• _WHAT YOU HAVE TO DO_: Please find the lines in the entries below that contain the word "Покрышкина", and copy each one.

• _RECORD EXCERPTS_:
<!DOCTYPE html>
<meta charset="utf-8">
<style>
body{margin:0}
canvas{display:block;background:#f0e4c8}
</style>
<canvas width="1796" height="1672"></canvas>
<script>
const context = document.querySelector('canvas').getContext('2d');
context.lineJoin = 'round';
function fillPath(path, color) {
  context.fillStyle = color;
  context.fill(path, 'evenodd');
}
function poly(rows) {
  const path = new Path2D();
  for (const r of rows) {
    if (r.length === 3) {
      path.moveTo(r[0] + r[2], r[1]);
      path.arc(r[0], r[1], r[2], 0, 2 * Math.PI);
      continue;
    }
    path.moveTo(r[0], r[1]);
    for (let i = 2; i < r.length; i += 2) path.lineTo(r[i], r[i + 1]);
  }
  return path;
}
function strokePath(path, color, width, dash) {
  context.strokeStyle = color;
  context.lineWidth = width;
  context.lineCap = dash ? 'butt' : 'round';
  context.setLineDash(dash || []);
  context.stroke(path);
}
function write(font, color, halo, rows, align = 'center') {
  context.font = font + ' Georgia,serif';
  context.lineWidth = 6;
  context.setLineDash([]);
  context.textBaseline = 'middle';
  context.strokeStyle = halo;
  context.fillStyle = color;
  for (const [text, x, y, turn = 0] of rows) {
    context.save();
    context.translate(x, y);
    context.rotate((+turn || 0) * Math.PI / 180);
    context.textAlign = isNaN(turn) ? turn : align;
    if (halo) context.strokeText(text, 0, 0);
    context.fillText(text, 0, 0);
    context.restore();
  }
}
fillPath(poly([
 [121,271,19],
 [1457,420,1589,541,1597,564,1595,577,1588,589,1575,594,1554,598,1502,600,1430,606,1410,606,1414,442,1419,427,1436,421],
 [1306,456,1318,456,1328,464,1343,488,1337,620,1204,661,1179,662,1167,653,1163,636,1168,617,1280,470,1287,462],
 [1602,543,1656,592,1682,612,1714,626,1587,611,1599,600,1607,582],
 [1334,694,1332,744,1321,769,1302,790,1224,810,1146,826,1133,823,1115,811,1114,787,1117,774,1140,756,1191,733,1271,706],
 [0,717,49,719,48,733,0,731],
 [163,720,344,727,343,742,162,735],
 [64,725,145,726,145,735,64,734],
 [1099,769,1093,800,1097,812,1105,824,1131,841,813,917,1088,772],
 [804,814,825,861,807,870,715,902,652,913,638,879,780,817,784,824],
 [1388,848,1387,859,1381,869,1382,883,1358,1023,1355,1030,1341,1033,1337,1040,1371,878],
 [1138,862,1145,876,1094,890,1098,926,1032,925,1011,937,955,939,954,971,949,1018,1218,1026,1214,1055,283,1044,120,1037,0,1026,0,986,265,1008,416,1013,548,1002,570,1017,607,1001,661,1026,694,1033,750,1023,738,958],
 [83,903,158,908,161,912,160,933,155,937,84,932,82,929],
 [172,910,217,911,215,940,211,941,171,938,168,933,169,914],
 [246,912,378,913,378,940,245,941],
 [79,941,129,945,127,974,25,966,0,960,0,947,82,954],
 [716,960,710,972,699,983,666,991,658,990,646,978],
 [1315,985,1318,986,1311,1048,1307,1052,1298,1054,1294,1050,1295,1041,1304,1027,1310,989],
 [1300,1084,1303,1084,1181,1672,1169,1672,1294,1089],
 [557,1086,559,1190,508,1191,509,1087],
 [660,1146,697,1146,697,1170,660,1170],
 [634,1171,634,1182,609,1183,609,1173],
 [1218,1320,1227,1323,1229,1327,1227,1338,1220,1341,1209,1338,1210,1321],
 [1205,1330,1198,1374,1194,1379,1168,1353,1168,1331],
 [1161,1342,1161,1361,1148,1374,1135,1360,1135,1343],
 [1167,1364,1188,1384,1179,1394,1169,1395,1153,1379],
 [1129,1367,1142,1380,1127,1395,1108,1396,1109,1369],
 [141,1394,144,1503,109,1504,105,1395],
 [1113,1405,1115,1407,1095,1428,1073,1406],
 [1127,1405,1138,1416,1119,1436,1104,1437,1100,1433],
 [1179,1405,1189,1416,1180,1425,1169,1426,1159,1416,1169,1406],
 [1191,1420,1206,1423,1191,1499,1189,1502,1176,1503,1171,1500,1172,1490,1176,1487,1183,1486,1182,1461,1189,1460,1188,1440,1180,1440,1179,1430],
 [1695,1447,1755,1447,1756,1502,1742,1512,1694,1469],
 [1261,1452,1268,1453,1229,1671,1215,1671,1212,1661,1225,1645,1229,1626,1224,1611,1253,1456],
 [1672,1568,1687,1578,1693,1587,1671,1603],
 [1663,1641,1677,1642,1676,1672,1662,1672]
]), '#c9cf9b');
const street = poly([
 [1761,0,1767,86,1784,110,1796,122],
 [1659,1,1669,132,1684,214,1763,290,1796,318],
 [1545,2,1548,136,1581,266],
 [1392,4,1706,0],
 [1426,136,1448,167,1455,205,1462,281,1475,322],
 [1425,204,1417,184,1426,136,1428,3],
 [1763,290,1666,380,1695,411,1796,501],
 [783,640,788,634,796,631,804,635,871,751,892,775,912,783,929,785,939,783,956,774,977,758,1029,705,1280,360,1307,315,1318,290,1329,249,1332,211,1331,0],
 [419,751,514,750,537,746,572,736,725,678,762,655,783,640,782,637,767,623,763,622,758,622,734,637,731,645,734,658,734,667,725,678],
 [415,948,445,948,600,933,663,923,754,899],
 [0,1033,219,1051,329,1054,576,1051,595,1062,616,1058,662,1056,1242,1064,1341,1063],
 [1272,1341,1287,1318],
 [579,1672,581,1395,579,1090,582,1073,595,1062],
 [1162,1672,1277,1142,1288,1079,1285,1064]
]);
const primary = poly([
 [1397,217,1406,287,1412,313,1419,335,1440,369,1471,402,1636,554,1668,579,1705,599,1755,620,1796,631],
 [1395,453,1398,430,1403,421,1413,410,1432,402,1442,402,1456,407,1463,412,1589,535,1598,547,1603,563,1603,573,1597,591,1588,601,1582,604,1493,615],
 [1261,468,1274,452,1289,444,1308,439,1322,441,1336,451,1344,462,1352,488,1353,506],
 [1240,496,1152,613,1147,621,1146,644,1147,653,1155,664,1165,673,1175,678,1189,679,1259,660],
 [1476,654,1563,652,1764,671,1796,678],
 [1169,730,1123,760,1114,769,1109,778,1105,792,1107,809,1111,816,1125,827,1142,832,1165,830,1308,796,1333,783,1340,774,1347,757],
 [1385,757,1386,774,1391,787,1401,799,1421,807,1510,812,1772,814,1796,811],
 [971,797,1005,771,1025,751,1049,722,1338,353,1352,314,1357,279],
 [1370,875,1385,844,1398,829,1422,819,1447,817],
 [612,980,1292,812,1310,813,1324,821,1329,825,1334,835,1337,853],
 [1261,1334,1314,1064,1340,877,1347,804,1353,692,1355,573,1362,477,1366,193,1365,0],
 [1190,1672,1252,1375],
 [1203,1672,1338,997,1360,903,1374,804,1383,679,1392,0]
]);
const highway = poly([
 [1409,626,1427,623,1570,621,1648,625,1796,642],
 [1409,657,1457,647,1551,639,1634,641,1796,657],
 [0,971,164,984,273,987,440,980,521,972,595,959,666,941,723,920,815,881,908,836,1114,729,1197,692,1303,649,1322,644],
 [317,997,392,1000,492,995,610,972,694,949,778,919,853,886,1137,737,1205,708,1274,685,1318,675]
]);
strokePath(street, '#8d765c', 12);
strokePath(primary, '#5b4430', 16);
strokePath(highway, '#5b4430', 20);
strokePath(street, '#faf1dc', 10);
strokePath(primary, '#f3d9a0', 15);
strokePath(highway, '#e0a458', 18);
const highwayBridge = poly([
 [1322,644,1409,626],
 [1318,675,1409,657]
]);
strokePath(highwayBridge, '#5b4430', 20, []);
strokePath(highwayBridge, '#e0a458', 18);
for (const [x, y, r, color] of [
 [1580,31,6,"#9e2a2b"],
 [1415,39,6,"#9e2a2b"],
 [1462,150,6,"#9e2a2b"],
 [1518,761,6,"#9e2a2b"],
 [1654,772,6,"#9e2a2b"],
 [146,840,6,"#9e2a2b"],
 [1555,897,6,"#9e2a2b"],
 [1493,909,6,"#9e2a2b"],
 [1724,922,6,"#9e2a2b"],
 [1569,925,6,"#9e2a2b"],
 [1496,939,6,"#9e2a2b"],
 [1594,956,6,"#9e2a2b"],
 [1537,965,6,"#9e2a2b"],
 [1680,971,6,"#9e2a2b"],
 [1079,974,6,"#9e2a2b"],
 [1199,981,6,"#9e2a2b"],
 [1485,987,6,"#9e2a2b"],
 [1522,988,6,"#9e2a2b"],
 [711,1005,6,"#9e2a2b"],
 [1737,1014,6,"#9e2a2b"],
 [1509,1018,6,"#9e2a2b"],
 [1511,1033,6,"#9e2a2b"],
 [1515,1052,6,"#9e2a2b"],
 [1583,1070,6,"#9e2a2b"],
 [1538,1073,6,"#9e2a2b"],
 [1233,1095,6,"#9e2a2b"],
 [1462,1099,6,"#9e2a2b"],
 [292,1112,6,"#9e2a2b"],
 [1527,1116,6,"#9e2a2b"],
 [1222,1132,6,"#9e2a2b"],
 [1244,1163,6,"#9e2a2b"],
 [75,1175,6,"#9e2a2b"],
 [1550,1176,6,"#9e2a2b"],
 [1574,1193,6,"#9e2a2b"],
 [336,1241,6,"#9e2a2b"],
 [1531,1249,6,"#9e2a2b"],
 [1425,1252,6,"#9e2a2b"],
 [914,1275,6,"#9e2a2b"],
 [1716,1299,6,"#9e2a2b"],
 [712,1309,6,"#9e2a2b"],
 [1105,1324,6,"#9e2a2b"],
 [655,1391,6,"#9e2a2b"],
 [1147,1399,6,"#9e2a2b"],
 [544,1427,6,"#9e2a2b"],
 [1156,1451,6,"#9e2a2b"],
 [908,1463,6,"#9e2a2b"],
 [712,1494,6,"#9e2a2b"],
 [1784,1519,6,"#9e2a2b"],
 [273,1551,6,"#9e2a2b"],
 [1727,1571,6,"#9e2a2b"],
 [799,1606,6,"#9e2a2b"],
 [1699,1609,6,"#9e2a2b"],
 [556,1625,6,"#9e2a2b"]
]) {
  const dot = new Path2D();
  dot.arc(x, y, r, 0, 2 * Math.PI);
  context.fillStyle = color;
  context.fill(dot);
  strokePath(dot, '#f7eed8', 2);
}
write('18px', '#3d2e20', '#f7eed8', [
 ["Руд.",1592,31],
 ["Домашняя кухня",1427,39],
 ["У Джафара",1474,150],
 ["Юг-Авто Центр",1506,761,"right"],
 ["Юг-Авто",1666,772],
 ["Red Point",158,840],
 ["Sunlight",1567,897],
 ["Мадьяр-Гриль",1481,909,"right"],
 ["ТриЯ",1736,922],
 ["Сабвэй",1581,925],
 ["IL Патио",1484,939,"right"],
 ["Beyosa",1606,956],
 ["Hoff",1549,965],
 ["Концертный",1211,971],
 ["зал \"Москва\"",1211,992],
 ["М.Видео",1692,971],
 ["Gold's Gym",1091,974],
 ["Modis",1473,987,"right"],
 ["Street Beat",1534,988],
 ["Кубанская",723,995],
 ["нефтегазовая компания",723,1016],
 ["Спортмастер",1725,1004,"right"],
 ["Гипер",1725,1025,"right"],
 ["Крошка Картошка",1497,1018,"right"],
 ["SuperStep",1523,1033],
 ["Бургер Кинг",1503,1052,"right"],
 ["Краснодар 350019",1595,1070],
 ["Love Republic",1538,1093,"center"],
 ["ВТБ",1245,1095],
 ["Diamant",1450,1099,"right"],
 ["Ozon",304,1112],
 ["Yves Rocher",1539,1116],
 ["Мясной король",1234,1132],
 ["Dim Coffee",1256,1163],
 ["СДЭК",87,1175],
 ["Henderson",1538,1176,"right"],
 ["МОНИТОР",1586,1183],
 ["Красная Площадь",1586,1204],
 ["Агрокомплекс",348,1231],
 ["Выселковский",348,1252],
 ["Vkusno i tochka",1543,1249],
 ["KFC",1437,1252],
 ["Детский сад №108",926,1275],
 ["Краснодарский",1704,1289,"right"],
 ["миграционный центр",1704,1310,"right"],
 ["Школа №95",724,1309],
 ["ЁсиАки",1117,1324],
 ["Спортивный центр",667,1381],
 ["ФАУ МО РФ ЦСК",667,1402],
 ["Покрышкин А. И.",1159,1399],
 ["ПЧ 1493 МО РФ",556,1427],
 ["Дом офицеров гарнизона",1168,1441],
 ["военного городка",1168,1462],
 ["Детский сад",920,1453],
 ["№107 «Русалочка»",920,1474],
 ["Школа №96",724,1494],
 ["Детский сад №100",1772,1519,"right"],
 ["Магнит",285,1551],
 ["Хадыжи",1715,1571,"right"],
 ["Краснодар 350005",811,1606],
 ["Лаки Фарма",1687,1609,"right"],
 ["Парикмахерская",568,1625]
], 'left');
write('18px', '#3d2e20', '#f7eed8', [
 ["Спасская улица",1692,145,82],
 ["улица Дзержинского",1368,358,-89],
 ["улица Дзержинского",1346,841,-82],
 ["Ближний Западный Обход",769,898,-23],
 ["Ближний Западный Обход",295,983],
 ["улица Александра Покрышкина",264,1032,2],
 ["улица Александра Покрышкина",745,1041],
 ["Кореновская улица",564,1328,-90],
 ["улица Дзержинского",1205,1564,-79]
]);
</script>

• _RESULT OF THIS EXERCISE_:
 ["улица Александра Покрышкина",264,1032,2],
 ["улица Александра Покрышкина",745,1041],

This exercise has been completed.